Ospedali di comunità sempre più nel caos

“Negli ospedali di comunità bisogna sospendere ogni iniziativa che possa generare criticità nell’erogazione dell’assistenza in attesa di un incontro con le rappresentanze sindacali”. Le motivazioni sono scritte in una lettera al direttore generale Asur, a quelli di Area Vasta e alle organizzazioni sindacali da Lucia Di Furia, dirigente regionale del Servizio Salute. “A seguito della riunione del Comitato Regionale della medicina generale si è preso atto delle complessità applicative periferiche dell’accordo del 2016. In particolare si fa riferimento al ruolo e alle competenze dei medici appartenenti all’Area delle Cure Primarie, alla necessità di regolamentare i raccordi tra i medici di medicina generale e le altre figure sanitarie e all’opportunità di definire le situazioni in cui sono presenti moduli con un numero superiore a 10 posti letto”. Sorge legittimo il sospetto che siano stati fatti nascere gli ospedali di comunità senza il necessario riscontro organizzativo preventivo.
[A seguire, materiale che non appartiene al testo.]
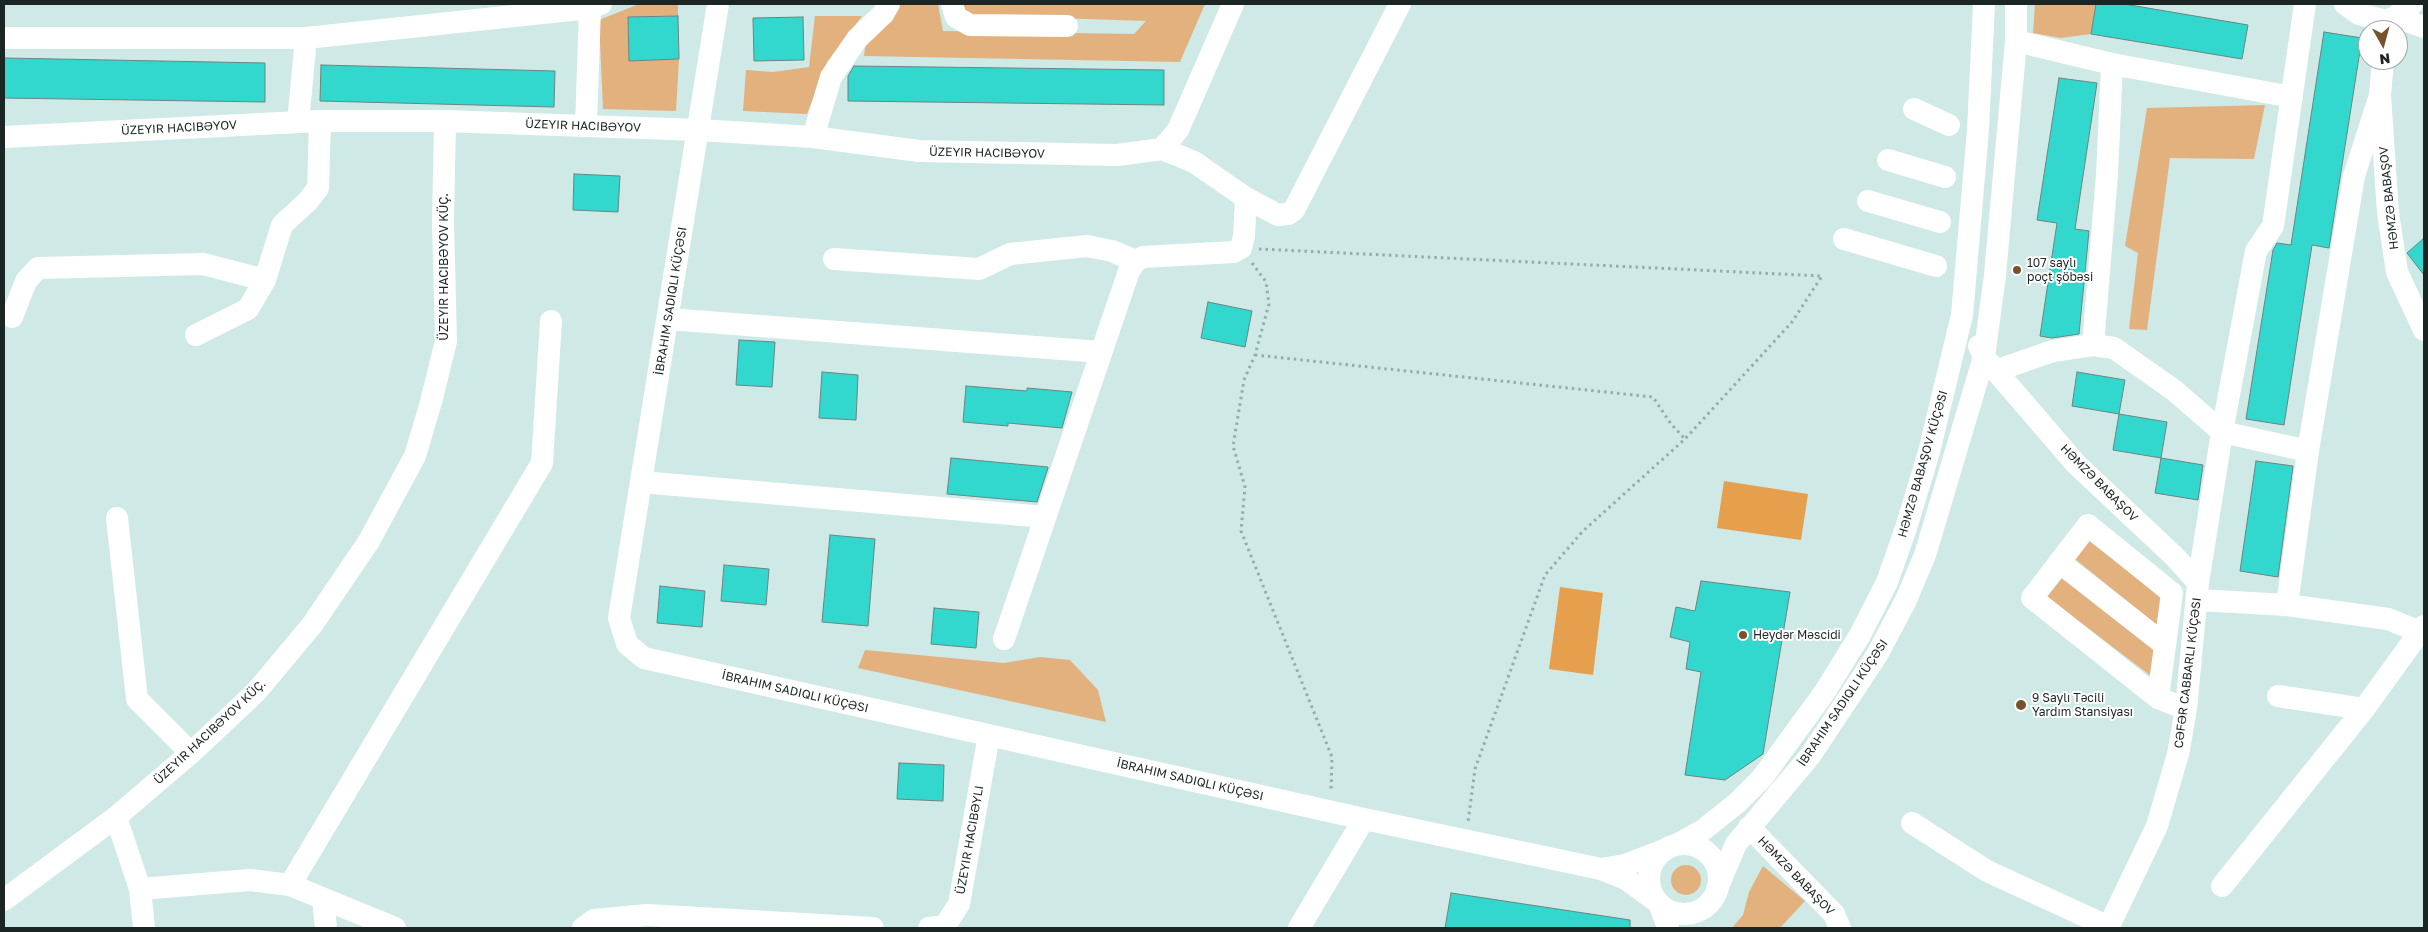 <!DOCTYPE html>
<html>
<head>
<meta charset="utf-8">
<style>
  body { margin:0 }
  #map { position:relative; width:2428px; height:932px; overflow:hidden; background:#cee9e6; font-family:"Golos Text",sans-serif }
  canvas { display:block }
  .frame { position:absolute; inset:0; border:5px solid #1b2524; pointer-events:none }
  .north { position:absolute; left:2358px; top:20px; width:50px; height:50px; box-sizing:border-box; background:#fff; border:1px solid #a4a8a7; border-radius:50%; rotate:173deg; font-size:14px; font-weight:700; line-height:20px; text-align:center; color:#1b2524 }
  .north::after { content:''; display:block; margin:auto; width:18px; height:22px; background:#76532c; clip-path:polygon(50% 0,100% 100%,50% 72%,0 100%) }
</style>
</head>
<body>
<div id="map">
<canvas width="2428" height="932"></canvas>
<div class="frame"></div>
<div class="north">N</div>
</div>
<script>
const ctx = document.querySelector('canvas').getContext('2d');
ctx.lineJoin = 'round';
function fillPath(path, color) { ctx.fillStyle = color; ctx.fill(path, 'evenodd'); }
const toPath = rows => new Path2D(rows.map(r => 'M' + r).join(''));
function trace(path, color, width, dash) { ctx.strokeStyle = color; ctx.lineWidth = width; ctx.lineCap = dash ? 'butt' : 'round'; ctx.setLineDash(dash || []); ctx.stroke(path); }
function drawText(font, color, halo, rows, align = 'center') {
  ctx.font = font + ' "Golos Text",sans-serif'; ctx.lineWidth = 4; ctx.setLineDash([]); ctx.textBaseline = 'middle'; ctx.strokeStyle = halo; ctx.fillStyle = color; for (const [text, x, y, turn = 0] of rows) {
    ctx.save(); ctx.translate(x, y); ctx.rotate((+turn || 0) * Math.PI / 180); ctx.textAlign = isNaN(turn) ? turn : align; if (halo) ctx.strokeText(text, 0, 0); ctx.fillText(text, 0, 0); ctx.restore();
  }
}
fillPath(toPath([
  [639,4,678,4,678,16,628,17,629,61,679,59,676,111,603,109,599,20],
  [900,4,938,4,943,31,1134,34,1146,21,967,15,963,4,1205,4,1180,62,864,56,866,41,892,21],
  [2035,4,2096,4,2091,34,2061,38,2033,33],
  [815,16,862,16,827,62,807,114,743,111,746,70,773,72,809,67],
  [2265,105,2254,159,2170,158,2147,330,2129,329,2138,253,2125,246,2147,108],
  [2089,541,2161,597,2157,625,2075,559],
  [2063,577,2154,646,2151,676,2047,597],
  [865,650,1004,663,1040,657,1070,660,1098,690,1106,722,858,668],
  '1671 880a15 15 0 1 1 30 0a15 15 0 1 1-30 0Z',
  [1763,866,1805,901,1780,928,1732,928,1743,915,1749,892]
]), '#e3b17e');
fillPath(toPath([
  [1724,481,1808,494,1801,540,1717,528],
  [1560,587,1603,593,1593,675,1549,669]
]), '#e69f4c');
const building = toPath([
  [2096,4,2124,4,2248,25,2242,59,2091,34,2096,4],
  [678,16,679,59,629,61,628,17,678,16],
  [803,17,804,60,754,61,753,18,803,17],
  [2324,32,2362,38,2329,248,2312,245,2284,425,2246,419,2273,250,2277,243,2291,245,2324,32],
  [4,58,265,63,265,102,4,98,4,58],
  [321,65,555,71,554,107,320,101,321,65],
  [854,66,1164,70,1164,105,848,101,848,76,854,66],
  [2059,78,2097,83,2075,229,2089,231,2079,334,2052,338,2040,336,2057,223,2037,220,2059,78],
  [574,174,620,176,618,212,573,210,574,174],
  [2424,238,2424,275,2407,253,2424,238],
  [1208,302,1252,311,1245,347,1201,338,1208,302],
  [739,340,775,342,772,387,736,385,739,340],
  [822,372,858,375,856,420,819,418,822,372],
  [2077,372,2125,380,2119,414,2072,406,2077,372],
  [966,386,1027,391,1027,388,1072,392,1062,428,1008,423,1008,426,963,422,966,386],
  [2119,414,2167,422,2161,458,2113,450,2119,414],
  [951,458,1048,467,1048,468,1037,502,947,494,951,458],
  [2161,458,2203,465,2198,500,2155,493,2161,458],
  [2256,461,2293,466,2278,577,2240,571,2256,461],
  [830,535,875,539,868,626,822,622,830,535],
  [724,565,769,569,766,605,721,601,724,565],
  [1701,581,1790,592,1763,754,1725,780,1685,775,1701,672,1686,669,1690,642,1670,637,1676,607,1695,611,1701,581],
  [660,586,705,591,702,627,657,623,660,586],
  [934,608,979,612,976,648,931,644,934,608],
  [899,763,944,765,943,801,897,799,899,763],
  [1451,893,1630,920,1630,928,1445,928,1451,893]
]);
fillPath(building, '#32d8cd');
trace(building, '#6b8481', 1);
trace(toPath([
  [1259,249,1822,276,1792,322,1685,439,1583,531,1545,575,1475,769,1468,822],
  [1252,263,1266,282,1269,304,1255,355,1244,380,1233,446,1245,487,1241,531,1332,757,1331,792],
  [1255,355,1653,397,1671,424,1685,439]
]), '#96aca9', 3, [2.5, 4]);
trace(toPath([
  [718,4,619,618,627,644,644,658,1364,819,1601,869],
  [952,4,956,17,970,25,1067,26],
  [2345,4,2359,14,2386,21,2395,17,2412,4],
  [2395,17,2424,27],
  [4,38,306,38,590,8,601,4],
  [2016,41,2112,64,2292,97],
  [2383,60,2380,95,2388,213,2397,272,2424,330],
  [1914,109,1949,125],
  [298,122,306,38],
  [586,126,590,8],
  [4,137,320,121,445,121,699,130,813,137,919,151,1117,155,1162,149],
  [813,137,831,77,857,39,883,14,889,4],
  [1162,149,1194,162,1246,198,1278,215,1288,214,1294,210,1400,4],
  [1162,149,1178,130,1233,4],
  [1888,160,1945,177],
  [1868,201,1940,222],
  [1844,239,1936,266],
  [834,259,979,269,1010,254,1087,246,1112,251,1136,261],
  [12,317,26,281,38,268,203,264,265,280],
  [668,319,1101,352],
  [196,335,248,309,265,280,282,225,308,201,318,188,320,121],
  [2093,345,2107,175,2112,64],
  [1979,346,1984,357,2076,464,2175,557,2198,583],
  [1998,370,2053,351,2093,345,2114,348,2175,391,2222,432,2308,451],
  [641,482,1045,517],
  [117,518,137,699,191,753],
  [2059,562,2165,645],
  [2198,600,2287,605,2388,619,2420,632],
  [2287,605,2308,451,2354,176,2380,95],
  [1004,639,1129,271,1136,261,1143,257,1234,252,1241,248,1244,236,1246,198],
  [2278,696,2364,709],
  [2158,698,2172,593,2088,525,2032,598,2158,698,2186,709],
  [116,817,140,889,144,928],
  [1912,823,1987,871,2109,927],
  [1749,827,1834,914,1840,928],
  '1649 879a35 35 0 1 1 70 0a35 35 0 1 1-70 0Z',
  [1676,845,1703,830,1737,803,1762,778,1824,693,1860,635,1887,582,1906,528,1929,452,1962,315,1978,130,1984,4],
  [1664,850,1625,865,1601,869,1626,879,1659,903,1668,928],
  [290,885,542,463,551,321],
  [2222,886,2364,709,2424,626],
  [140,889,250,880,290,885,395,928],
  [1717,889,1736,844,1810,756,1877,655,1906,600,1925,555,1984,357,1995,275,2016,41,2016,4],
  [323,899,326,928],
  [4,900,116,817,191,753,256,692,312,625,369,541,415,456,431,402,446,341,443,221,445,121],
  [583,928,594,920,647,915,873,928],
  [929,928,945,926,959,904,989,735],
  [1299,928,1364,819],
  [2108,928,2157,826,2178,754,2186,709,2198,583,2222,432,2256,251,2273,226,2305,4]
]), '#fff', 22);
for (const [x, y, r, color] of [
  [2017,270,5,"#76532c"],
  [1743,635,5,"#76532c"],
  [2021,705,6,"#76532c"]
]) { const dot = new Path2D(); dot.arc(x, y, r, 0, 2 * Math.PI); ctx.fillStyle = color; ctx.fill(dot); trace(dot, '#fff', 2); }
drawText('12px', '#1b2524', '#fff', [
  ["ÜZEYIR HACIBƏYOV",583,126,2],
  ["ÜZEYIR HACIBƏYOV",179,128,-3],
  ["ÜZEYIR HACIBƏYOV",987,153,1],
  ["HƏMZƏ BABAŞOV",2389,198,-96],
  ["ÜZEYIR HACIBƏYOV KÜÇ.",444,267,-90],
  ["İBRAHIM SADIQLI KÜÇƏSI",671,301,-81],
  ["HƏMZƏ BABAŞOV KÜÇƏSI",1923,464,-74],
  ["HƏMZƏ BABAŞOV",2099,483,45],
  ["CƏFƏR CABBARLI KÜÇƏSI",2188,673,-83],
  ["İBRAHIM SADIQLI KÜÇƏSI",795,692,13],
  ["İBRAHIM SADIQLI KÜÇƏSI",1843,703,-56],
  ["ÜZEYIR HACIBƏYOV KÜÇ.",210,732,-43],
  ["İBRAHIM SADIQLI KÜÇƏSI",1190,780,13],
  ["ÜZEYIR HACIBƏYLI",970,840,-80],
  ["HƏMZƏ BABAŞOV",1796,876,46]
]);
drawText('12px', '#1b2524', '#fff', [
  ["107 saylı",2027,263],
  ["poçt şöbəsi",2027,277],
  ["Heydər Məscidi",1753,635],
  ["9 Saylı Təcili",2032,698],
  ["Yardım Stansiyası",2032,712]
], 'left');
</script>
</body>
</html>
Un caos. Lo stesso che si registra dal primo aprile nel nosocomio di Fossombrone tanto per fare un esempio che sembra valere su più vasta scala. Dal lunedì al venerdì Pat (Punto di assistenza territoriale) chiuso dalle 20 alle 8 del mattino successivo. Sono attivi il 118, un medico internista e la guardia medica. Il sabato dalle 8 alle 20 non scende nel Pat il medico in servizio nel reparto. La domenica il medico internista non c’è anche se è reperibile. Nel Pat è presente il medico del 118 sempre che non sia fuori per urgenze. Rimane la guardia medica le cui competenze risulterebbero limitate. Nello stesso Pat non c’è un solo posto letto di osservazione. Lo stesso vale per Cagli e Sassocorvaro. L’unica possibilità per chi ha bisogno in qualsiasi momento o situazione è allertare il 118. In situazioni particolari, come è già avvenuto, bisogna ricorrere ad altre postazioni. Quella di Calcinelli è dotata però solo di infermieri. Il risultato è che la delibera 139, di cui tanto si è parlato, risulta all’atto pratico completamente travisata. Di ciò che si era parlato, promesso e anche scritto restano solo le buone intenzioni. Spetta al sindaco scendere in campo in modo deciso. Senza che ne sia stata data comunicazione ufficiale risulta che il primo cittadino di Fossombrone si sia già portato in ospedale per l’ennesimo sopralluogo. La situazione è sempre più preoccupante.